**EXERCISE BRIEF**
An exact copy of each record is required.

**Collected data entries**

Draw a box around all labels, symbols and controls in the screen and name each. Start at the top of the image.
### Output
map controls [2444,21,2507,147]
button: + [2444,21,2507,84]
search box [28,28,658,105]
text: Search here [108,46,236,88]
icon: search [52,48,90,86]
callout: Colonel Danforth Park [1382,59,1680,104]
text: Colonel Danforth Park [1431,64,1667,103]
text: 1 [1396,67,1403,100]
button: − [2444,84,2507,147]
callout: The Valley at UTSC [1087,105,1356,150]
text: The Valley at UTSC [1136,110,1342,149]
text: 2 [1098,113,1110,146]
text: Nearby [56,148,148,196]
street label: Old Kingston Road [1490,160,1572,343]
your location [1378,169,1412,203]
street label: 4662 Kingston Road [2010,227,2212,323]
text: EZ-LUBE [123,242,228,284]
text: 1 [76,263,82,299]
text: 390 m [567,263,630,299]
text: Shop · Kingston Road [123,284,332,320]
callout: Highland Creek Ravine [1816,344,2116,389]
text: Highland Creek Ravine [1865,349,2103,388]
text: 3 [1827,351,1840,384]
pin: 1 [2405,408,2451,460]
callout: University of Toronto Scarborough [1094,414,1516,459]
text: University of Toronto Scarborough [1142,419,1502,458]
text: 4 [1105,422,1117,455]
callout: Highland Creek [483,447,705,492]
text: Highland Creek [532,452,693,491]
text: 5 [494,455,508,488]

**YOUR RESPONSE**
Draw a box around all labels, symbols and controls in the screen and name each. Start at the top of the image.
### Output
map controls [2444,21,2507,147]
button: + [2444,21,2507,84]
search box [28,28,658,105]
text: Search here [108,46,236,88]
icon: search [52,48,90,86]
callout: Colonel Danforth Park [1382,59,1680,104]
text: Colonel Danforth Park [1431,64,1667,103]
text: 1 [1396,67,1403,100]
button: − [2444,84,2507,147]
callout: The Valley at UTSC [1087,105,1356,150]
text: The Valley at UTSC [1136,110,1342,149]
text: 2 [1098,113,1110,146]
text: Nearby [56,148,148,196]
street label: Old Kingston Road [1490,160,1572,343]
your location [1378,169,1412,203]
street label: 4662 Kingston Road [2010,227,2212,323]
text: EZ-LUBE [123,242,228,284]
text: 1 [76,263,82,299]
text: 390 m [567,263,630,299]
text: Shop · Kingston Road [123,284,332,320]
callout: Highland Creek Ravine [1816,344,2116,389]
text: Highland Creek Ravine [1865,349,2103,388]
text: 3 [1827,351,1840,384]
pin: 1 [2405,408,2451,460]
callout: University of Toronto Scarborough [1094,414,1516,459]
text: University of Toronto Scarborough [1142,419,1502,458]
text: 4 [1105,422,1117,455]
callout: Highland Creek [483,447,705,492]
text: Highland Creek [532,452,693,491]
text: 5 [494,455,508,488]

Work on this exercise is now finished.